Andrea Borghini menyatakan "Sport Ethics" adalah cabang filsafat olahraga yang membahas etika secara spesifik yang muncul selama dan di sekitar kompetisi olahraga. "Etika ini menjadi titik terpenting yang menghubungkan filsafat dan masyarakat pada umumnya," kata Borghini, seorang profesor filsafat di Universitas Milan, Italia, dalam laman thoughtco.com.

Sementara dalam sebuah webinar belum lama ini, Pengkaji Etika Toto TIS Suparto menjelaskan para etikawan yang fokus pada sport ethics memetakan terdapat tujuh etika utama dari aktivitas olahraga yaitu; (a) sportivitas; (b) kecurangan; (c) peningkatan kinerja; (d) olahraga yang berbahaya dan penuh kekerasan; (e) gender dan ras; (f) penggemar dan penonton; (g) olahraga disabilitas; dan (h) estetika olahraga.

Ada dua kutub etika yang kerap muncul di arena, lanjut Toto TIS Suparto, yakni sportivitas dan kecurangan. Sportivitas merupakan pilar etika olahraga. Sportivitas adalah kebajikan olahraga yang paling penting. Ini juga dianggap penting bagi kehidupan dan budaya di luar olahraga.

Hal ini ditegaskan oleh Deborah Agnew, dosen di School of Education di Flinders University di Australia Selatan, bahwa etika selama kompetisi olahraga akan menular kepada kehidupan di luar atau masyarakat.

Deborah menambahkan bahwa salah satu perilaku yang paling tidak sportif adalah “berbicara sampah” (komentar negatif yang mengejek yang ditujukan kepada lawan) karena sportivitas adalah tentang permainan yang adil dan melakukan perilaku seseorang dengan cara yang dianggap dalam batas yang dapat diterima semangat permainan.

Dari Olahraga bisa belajar tentang "Sport Ethics" (sumber foto : pixabay )

Standard Sprotivitas

Apakah standard sportivitas pada olahraga rekreasi ( hobi ) sama dengan sportivitas pada olahraga profesional ( olahraga yang telah dikomodifikasi)?
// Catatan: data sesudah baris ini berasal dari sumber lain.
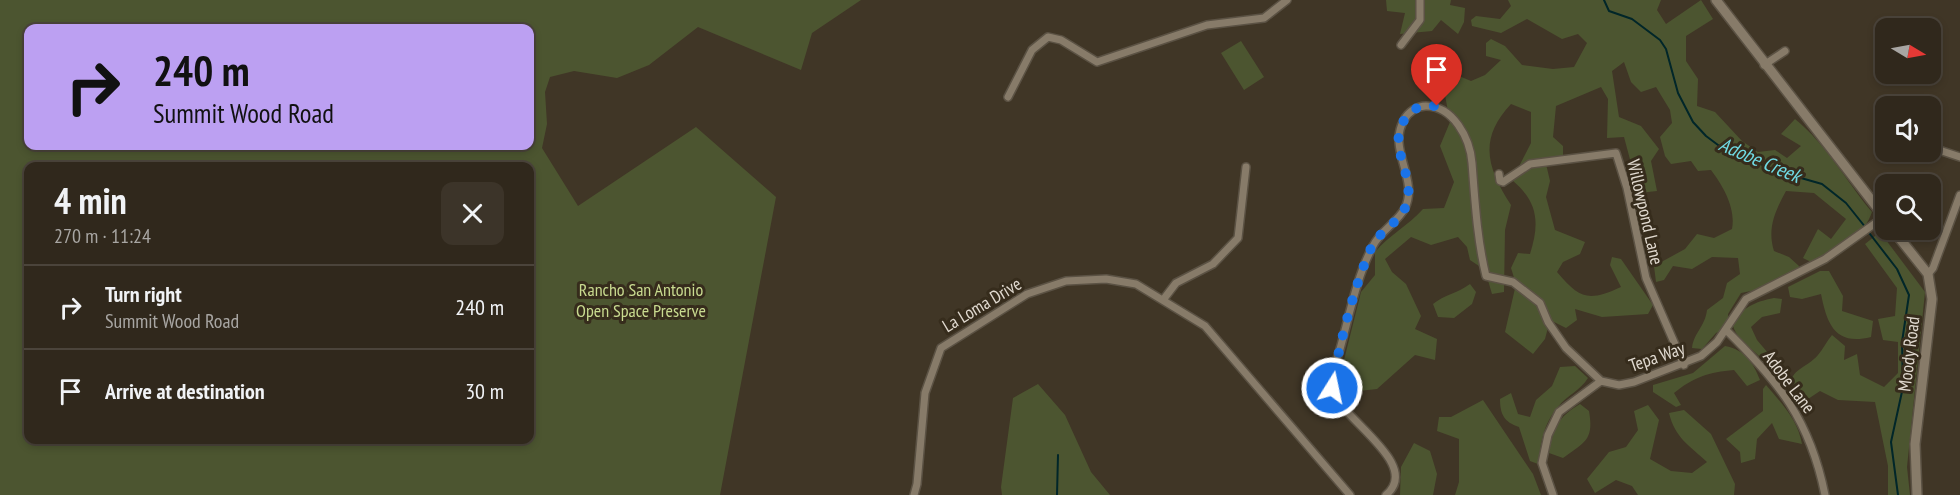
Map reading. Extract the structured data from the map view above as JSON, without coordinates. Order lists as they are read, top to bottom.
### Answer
{
  "streets": {
    "street": [
      "Willowpond Lane",
      "La Loma Drive",
      "Moody Road",
      "Tepa Way",
      "Adobe Lane"
    ]
  },
  "crossings": [
    ["Willowpond Lane", "Tepa Way"],
    ["Tepa Way", "Adobe Lane"]
  ],
  "water": ["Adobe Creek"],
  "parks": ["Rancho San Antonio Open Space Preserve"],
  "north": "right",
  "page": {
    "turn": ["240 m", "Summit Wood Road"],
    "heading": ["4 min", "270 m · 11:24"],
    "list": [
      {
        "name": "Turn right",
        "note": "Summit Wood Road",
        "value": "240 m"
      },
      {
        "name": "Arrive at destination",
        "value": "30 m"
      }
    ]
  }
}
Atas pertanyaan itu, TIS mengutip 'Is Sportsmanship a Moral Category?' karya James W. Keating (1965). Keating memang membedakan sportivitas di olahraga hobi dan profesional. Pembedaan ini didasarkan pada tuntutan akhir antara kedua olahraga itu. Olahraga hobi demi kesenangan, olahraga profesional berburu prestasi. Makanya standard etika yang sesuai untuk olahraga di tingkat rekreasi tidak setara dengan di tingkat kompetitif. Adakalanya perilaku yang sesuai dengan olahraga hobi mungkin secara moral tidak pantas di tingkat kompetitif dan sebaliknya.
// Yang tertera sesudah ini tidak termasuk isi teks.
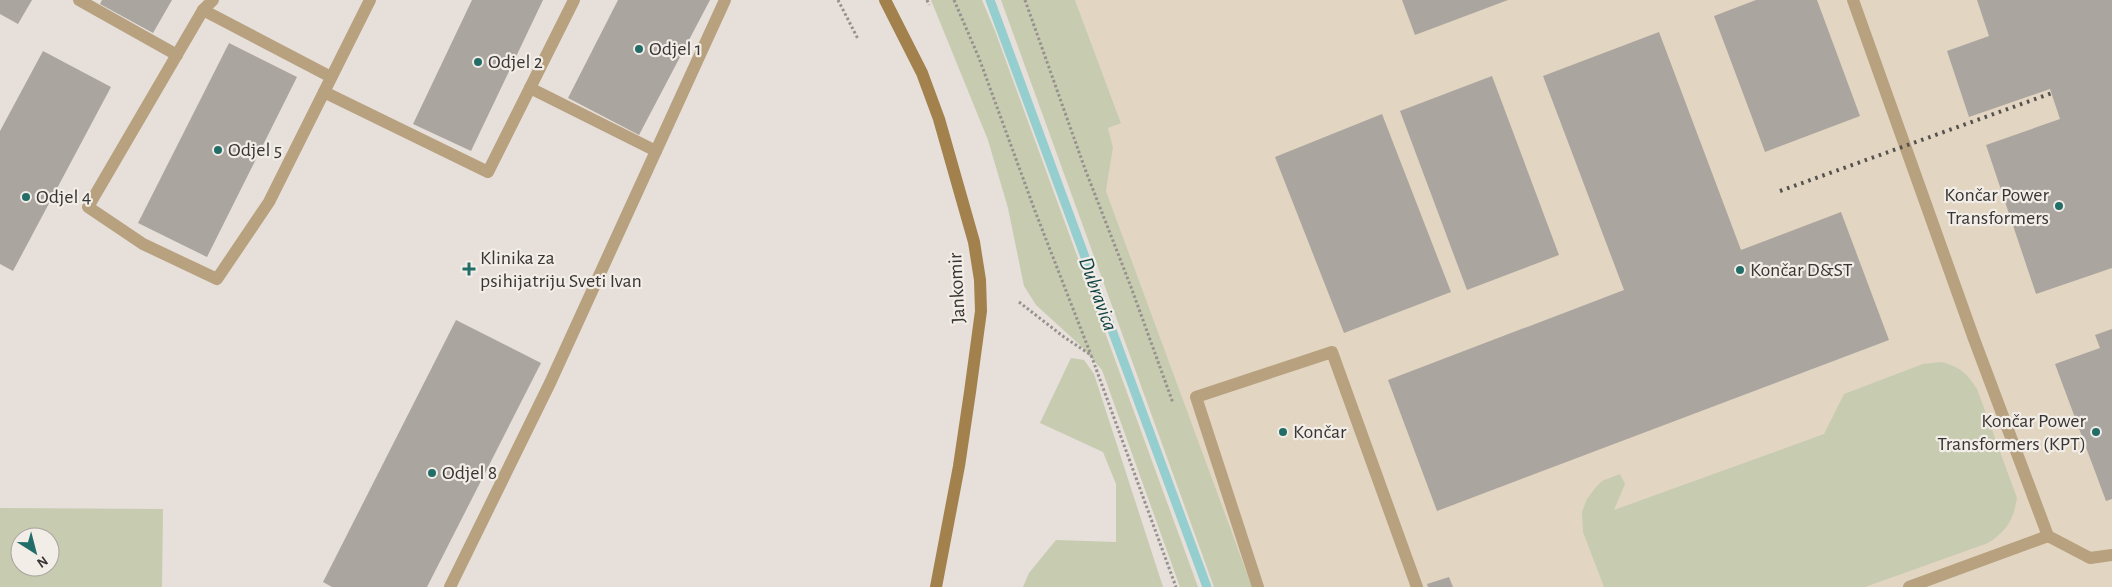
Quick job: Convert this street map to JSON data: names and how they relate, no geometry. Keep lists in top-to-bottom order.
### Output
{
  "streets": {
    "street": ["Jankomir"]
  },
  "water": ["Dubravica"],
  "places": {
    "other": [
      "Odjel 1",
      "Odjel 2",
      "Odjel 5",
      "Odjel 4",
      "Končar Power Transformers",
      "Končar D&ST",
      "Končar",
      "Končar Power Transformers (KPT)",
      "Odjel 8"
    ],
    "health": ["Klinika za psihijatriju Sveti Ivan"]
  },
  "north": "bottom right"
}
"Kita bisa membayangkan, saat bersama tetangga atau teman sekantor bermain bulu tangkis, wajar jika saling ngledek dengan teriakan-teriakan menyebalkan. Tak mungkinlah ngledek seperti itu terjadi olahraga profesional," katanya yang ternyata juga masih suka bermain badminton itu.

Saat ada keinginan untuk menang, ada kalanya menempuh jalan curang. Kecurangan ini mewakili, bahkan bentuk utama, dari kegagalan moral dalam olahraga. Namun kalau kita lihat di arena, curang dapat menjadi bagian dari ketrampilan dan strategi permainan. Di sepak bola yang paling dikenal adalah diving.

Teriak-teriak di lapangan sejatinya intimidasi terhadap lawan. Tetapi persoalannya, bila yang diteriakkan berupa kata-kata kasar, sudah barang tentu melanggar kode etik, walau bukanlah kecurangan. Kasus teriakan Chen bukanlah kecurangan, kalau ia sekadar berteriak biasa. Dari sisi ini tidak mencederai sport ethics. Begitu tahu bahwa Chen meneriakkan "Wa Cao" yang termasuk kata kasar, barulah jelas-jelas kasus Chen mencederai sport ethics.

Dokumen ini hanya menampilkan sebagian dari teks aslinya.